__Directions for this task__
Please copy every line of the records below that holds the word "service".
_ _ _ _ _ _ _
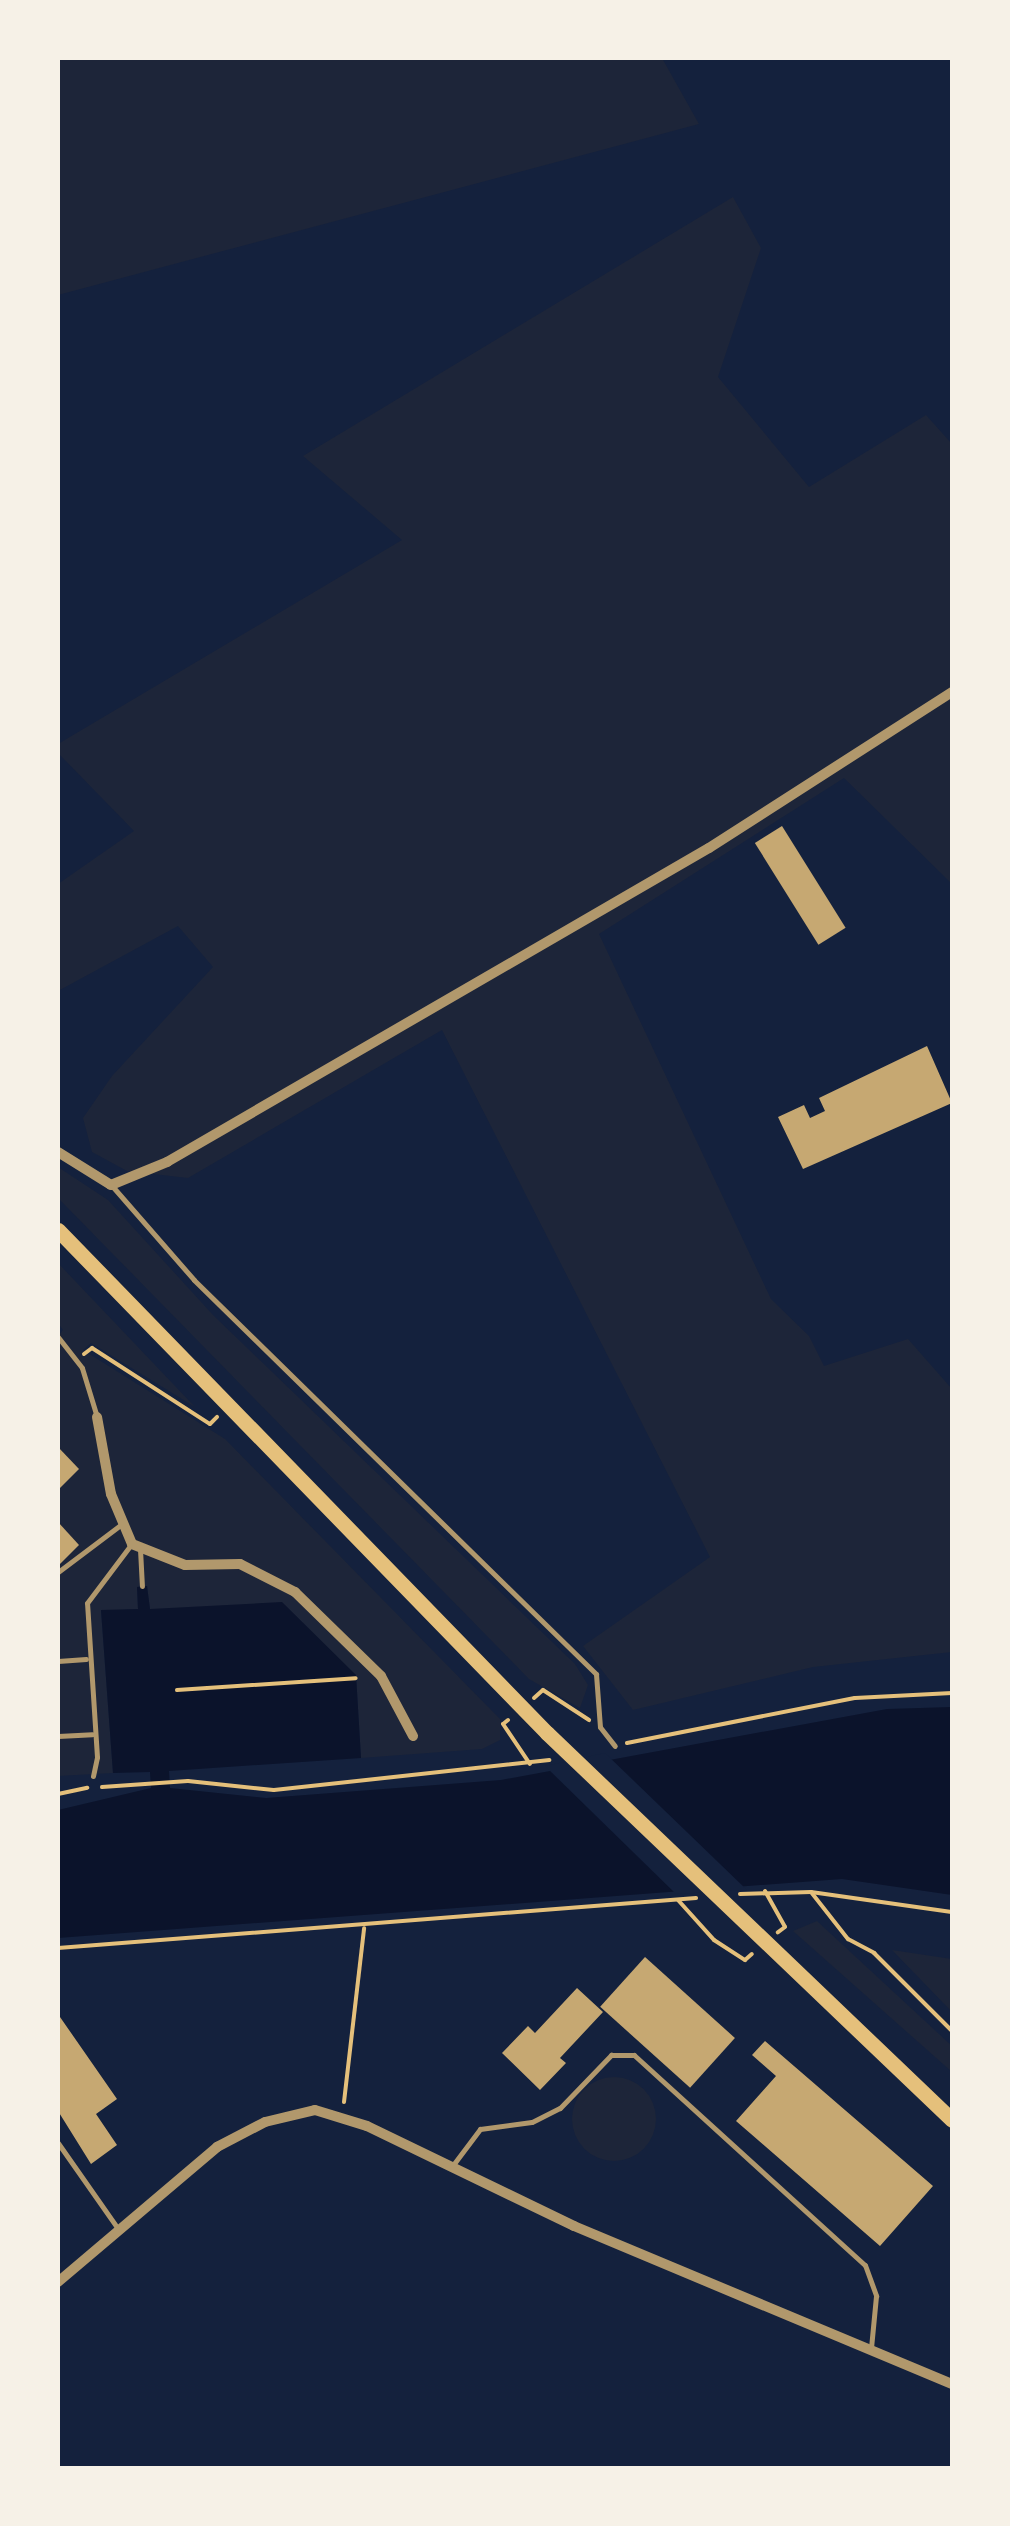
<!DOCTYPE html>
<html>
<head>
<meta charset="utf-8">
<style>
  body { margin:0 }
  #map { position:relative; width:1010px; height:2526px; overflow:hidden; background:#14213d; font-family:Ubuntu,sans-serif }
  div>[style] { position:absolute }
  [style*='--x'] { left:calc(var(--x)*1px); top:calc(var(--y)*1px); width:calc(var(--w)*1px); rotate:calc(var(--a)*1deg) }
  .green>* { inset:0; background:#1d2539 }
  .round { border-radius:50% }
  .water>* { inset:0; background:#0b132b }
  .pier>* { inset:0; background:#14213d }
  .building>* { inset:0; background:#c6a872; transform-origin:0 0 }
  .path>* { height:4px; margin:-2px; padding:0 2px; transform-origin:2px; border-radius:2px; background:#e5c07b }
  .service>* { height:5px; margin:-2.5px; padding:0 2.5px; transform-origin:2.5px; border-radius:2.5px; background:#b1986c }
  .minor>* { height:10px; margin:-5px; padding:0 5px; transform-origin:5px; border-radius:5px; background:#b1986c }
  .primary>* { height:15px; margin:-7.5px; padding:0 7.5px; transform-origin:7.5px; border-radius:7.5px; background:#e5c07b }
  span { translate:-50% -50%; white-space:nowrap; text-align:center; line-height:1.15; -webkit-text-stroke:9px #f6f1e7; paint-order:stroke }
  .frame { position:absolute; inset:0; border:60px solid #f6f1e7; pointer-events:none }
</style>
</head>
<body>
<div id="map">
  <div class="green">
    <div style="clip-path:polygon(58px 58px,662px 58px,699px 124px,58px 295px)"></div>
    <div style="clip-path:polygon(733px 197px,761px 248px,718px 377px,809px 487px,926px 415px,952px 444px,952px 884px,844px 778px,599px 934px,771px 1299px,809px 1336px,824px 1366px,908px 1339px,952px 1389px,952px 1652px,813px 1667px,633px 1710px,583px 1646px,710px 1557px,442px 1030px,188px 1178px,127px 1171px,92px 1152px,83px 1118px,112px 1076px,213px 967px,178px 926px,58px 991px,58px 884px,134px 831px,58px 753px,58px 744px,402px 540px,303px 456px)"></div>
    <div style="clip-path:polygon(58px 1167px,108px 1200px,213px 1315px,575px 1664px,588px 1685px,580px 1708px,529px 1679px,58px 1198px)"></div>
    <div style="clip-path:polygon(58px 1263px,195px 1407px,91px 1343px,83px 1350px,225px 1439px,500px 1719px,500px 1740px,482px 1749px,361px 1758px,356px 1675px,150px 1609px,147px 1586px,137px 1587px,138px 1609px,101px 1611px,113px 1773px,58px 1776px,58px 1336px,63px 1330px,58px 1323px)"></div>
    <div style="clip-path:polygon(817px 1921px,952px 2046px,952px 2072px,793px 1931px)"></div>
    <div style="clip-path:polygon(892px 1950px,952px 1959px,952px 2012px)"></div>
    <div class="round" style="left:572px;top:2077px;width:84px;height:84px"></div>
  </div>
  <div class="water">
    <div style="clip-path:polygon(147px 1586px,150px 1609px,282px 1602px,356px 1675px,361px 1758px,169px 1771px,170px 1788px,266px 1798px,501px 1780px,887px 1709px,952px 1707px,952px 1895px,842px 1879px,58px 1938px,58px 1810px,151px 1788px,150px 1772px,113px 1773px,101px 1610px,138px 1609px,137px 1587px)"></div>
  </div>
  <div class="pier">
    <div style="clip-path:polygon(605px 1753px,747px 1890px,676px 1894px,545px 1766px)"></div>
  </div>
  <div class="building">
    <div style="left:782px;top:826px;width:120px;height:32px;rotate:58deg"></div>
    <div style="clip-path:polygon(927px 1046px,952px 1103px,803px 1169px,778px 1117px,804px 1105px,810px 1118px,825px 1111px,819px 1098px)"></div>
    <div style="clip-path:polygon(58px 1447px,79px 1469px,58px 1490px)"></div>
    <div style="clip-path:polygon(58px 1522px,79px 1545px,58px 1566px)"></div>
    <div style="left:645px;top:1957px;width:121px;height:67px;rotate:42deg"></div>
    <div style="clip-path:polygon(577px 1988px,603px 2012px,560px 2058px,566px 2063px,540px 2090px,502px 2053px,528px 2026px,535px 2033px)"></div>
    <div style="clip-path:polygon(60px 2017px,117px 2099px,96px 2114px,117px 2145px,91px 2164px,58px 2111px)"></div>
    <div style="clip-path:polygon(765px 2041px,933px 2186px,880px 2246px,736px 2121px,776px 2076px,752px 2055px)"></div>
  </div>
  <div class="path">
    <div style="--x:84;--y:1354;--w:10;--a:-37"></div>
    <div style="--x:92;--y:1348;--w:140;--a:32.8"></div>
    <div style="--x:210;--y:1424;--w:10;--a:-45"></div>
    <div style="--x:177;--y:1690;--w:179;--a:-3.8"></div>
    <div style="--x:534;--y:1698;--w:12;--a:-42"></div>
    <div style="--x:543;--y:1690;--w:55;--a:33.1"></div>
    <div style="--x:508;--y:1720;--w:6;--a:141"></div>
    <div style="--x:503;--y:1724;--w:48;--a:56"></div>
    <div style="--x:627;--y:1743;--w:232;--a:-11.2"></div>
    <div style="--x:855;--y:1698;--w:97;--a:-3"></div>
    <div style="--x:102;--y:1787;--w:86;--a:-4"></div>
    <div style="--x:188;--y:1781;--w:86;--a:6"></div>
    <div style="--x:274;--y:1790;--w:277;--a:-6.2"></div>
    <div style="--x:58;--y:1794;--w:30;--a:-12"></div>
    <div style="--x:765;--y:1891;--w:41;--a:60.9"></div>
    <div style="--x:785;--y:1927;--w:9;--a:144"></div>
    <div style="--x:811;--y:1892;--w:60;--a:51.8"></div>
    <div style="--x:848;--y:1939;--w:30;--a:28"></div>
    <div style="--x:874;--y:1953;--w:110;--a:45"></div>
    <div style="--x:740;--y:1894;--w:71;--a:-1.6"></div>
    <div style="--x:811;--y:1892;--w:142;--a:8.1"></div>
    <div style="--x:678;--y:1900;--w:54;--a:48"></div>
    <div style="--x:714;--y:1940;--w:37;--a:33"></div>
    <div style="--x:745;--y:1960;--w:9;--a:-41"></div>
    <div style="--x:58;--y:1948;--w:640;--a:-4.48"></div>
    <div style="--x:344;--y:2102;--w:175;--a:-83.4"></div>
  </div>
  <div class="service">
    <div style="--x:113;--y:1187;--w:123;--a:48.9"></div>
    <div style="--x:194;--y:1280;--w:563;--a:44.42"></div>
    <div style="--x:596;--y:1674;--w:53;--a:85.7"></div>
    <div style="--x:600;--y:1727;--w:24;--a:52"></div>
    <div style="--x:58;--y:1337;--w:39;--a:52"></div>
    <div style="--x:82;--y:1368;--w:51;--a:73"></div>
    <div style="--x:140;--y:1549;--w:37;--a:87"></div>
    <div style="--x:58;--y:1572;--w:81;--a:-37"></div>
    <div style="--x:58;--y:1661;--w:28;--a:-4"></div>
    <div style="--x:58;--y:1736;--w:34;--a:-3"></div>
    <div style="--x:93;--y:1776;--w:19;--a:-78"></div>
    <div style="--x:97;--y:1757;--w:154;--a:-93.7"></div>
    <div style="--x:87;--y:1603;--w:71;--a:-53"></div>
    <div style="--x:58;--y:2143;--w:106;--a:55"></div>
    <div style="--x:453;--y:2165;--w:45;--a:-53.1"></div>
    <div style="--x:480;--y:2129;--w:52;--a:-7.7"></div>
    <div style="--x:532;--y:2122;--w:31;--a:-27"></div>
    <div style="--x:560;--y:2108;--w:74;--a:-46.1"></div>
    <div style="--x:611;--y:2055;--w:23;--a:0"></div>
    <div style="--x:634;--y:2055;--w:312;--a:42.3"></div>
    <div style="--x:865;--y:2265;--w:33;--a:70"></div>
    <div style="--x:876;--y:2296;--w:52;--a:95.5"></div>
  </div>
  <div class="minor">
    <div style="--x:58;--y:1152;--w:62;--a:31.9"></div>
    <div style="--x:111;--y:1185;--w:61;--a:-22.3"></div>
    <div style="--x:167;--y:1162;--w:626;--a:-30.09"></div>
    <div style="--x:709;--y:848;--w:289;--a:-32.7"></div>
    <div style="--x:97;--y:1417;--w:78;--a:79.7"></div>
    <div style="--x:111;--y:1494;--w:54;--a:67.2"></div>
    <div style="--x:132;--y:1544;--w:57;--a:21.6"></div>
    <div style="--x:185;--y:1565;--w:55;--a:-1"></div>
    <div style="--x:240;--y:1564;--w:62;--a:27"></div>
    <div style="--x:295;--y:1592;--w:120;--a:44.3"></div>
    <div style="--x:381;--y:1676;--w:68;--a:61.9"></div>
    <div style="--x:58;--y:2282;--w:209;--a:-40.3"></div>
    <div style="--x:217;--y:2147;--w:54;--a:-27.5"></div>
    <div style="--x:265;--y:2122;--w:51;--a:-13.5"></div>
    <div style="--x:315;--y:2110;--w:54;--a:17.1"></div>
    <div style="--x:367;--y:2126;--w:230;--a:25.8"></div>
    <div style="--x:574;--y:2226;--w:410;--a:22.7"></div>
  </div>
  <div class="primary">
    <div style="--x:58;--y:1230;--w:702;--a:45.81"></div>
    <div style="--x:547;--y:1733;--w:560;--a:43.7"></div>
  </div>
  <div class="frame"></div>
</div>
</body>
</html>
_ _ _ _ _ _ _
__Response area__
  .service>* { height:5px; margin:-2.5px; padding:0 2.5px; transform-origin:2.5px; border-radius:2.5px; background:#b1986c }
  <div class="service">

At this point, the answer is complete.